He finished with 26 points, five rebounds, four assists and four steals on 10-of-20 shooting. And although he did slip back into some of his bothersome habits—taking contested jumpers off the dribble and stopping the ball on the perimeter—Gay's overall performance had to have been very encouraging for the Kings.
And the fact that Gay's solid night didn't take anything away from DeMarcus Cousins (21 points, 10 rebounds and five assists) or Isaiah Thomas (19 points and eight assists on 7-of-12 shooting) might be the most positive takeaway of all.
You only get one chance to make a first impression, and Gay did all he could to endear himself to his new home fans on Sunday.
Everyone will be talking about Damian Lillard's game-winning jumper, and rightfully so.
The Portland Trail Blazers point guard drilled a 14-foot leaner with just one-tenth of a second remaining in overtime to sink the Detroit Pistons by a final score of 111-109. It was a a remarkable shot—made all the more impressive by the fact that the man taking it had hit just five of his previous 20 attempts.
As is always the case, highlights like Lillard's game-winner will get most of the attention.
But what the Blazers did in the fourth quarter had as much to do with their gritty victory as the second-year stud's big shot.
Despite playing on the second night of a back-to-back set, Portland dug deep in the final period, holding the Pistons to just 15 points.

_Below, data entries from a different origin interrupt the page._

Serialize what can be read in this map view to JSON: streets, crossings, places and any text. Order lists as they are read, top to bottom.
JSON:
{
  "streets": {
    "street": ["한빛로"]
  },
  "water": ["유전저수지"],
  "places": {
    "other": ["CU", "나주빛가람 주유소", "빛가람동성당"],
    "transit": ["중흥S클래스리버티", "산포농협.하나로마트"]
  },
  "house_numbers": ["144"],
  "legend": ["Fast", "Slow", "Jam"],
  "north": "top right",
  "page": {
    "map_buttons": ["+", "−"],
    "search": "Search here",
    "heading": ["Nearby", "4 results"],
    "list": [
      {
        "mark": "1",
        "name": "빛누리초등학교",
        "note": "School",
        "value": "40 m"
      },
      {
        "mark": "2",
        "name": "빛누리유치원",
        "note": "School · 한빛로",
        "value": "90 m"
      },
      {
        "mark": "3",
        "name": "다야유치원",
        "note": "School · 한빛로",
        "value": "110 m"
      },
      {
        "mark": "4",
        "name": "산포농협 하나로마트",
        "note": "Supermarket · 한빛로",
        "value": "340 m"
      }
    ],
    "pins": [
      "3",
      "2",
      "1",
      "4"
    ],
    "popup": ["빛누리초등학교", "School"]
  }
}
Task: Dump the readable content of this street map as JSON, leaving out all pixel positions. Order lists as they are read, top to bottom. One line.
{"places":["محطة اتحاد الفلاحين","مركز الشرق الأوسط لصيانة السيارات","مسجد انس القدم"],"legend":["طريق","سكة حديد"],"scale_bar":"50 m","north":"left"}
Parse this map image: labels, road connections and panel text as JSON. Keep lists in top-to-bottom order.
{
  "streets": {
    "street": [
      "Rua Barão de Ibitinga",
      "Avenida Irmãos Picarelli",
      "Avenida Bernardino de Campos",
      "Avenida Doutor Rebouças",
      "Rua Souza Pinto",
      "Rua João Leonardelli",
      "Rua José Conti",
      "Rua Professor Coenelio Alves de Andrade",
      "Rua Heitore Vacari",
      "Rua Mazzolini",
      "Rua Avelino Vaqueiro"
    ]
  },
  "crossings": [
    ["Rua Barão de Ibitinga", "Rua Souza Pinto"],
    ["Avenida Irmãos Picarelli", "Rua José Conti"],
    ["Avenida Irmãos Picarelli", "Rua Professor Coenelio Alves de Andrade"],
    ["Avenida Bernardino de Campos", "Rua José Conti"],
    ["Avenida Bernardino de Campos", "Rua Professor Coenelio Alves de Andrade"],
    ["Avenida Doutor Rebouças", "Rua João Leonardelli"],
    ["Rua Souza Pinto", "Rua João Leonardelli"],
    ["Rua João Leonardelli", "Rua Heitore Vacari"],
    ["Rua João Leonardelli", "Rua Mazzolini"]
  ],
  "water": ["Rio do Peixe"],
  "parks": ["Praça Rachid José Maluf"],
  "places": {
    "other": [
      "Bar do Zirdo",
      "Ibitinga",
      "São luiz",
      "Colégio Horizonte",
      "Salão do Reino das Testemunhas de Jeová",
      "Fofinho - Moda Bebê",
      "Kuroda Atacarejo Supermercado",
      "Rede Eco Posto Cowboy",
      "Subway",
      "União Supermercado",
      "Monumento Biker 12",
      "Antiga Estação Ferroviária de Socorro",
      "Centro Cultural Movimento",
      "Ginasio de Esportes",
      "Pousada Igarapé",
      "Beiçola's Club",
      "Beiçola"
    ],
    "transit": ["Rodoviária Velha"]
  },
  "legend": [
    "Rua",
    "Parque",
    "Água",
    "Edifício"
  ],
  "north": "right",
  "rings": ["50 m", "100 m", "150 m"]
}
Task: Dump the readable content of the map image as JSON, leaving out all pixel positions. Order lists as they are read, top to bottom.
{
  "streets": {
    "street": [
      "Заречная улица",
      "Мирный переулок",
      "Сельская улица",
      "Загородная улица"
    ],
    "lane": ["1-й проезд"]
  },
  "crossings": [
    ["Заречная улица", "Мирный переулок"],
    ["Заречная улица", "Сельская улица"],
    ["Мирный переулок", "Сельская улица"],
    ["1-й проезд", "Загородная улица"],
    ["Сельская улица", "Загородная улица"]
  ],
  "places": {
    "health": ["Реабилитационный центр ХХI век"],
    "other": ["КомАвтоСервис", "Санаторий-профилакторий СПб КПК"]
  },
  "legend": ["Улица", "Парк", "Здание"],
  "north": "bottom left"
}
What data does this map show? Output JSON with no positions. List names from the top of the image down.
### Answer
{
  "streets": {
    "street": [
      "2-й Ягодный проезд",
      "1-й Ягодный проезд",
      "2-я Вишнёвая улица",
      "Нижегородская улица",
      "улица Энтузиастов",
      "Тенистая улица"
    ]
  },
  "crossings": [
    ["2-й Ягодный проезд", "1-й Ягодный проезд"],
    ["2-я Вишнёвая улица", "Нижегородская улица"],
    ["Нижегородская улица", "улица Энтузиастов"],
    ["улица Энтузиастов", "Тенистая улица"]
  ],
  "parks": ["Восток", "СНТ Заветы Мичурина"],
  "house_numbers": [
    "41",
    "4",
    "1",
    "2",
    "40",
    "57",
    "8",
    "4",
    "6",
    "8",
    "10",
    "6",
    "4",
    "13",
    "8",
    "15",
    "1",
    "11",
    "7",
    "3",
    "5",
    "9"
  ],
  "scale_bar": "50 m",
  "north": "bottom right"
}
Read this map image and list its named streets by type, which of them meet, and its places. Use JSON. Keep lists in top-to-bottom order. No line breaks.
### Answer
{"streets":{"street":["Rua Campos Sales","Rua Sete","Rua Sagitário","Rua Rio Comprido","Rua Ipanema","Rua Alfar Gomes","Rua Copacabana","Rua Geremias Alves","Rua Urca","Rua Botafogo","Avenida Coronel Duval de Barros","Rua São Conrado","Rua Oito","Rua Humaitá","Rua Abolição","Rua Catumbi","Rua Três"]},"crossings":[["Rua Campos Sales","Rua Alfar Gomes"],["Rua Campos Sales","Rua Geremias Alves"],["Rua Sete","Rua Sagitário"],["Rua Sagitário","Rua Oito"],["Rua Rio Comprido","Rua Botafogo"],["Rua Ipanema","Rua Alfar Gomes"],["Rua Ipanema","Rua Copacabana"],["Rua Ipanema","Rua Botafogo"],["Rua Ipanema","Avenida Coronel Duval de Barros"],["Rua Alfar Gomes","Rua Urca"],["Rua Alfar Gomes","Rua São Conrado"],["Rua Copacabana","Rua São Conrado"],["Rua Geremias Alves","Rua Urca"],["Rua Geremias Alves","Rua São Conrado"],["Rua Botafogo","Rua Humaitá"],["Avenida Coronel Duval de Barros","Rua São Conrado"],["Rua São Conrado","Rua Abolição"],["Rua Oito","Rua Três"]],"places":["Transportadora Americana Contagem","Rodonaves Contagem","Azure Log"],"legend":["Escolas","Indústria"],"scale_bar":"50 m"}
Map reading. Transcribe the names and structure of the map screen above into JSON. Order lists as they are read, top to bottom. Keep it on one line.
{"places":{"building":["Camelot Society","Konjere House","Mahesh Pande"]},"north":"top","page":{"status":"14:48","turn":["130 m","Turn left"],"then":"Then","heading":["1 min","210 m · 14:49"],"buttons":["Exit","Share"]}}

LaMarcus Aldridge sent away a couple of Greg Monroe's attempts at close range, Lillard picked up a few floor burns diving for loose balls and Wesley Matthews did his best to clamp down on Rodney Stuckey.
It was a phenomenal effort, one that took every ounce of energy the Blazers had.
Per Chris Haynes of Comcast Sportsnet Northwest, Aldridge was running on fumes:
LaMarcus Aldridge says he was tired coming to game. Says if there was one more defensive possession in that game, he would have passed out.
The Blazers have struggled to get stops all season, ranking just 19th in defensive efficiency, per NBA.com. But against the Pistons, Portland showed the kind of heart and toughness it'll need to make any real noise down the stretch this season.
Lillard's big bucket was obviously critical. But the Blazers would never have made it to overtime in the first place were it not for some out-of-character stopping power.
The Minnesota Timberwolves took care of the Memphis Grizzlies for the first time in 12 tries, riding a skillful start from Kevin Love and a bruising finish from Nikola Pekovic to a 101-93 win.
Love scored 19 of his 30 points in the first half, giving the Wolves an early cushion that would come in handy when the Grizzlies fought back after the break. As Memphis continually threatened to catch up, it was Pekovic who put the game away.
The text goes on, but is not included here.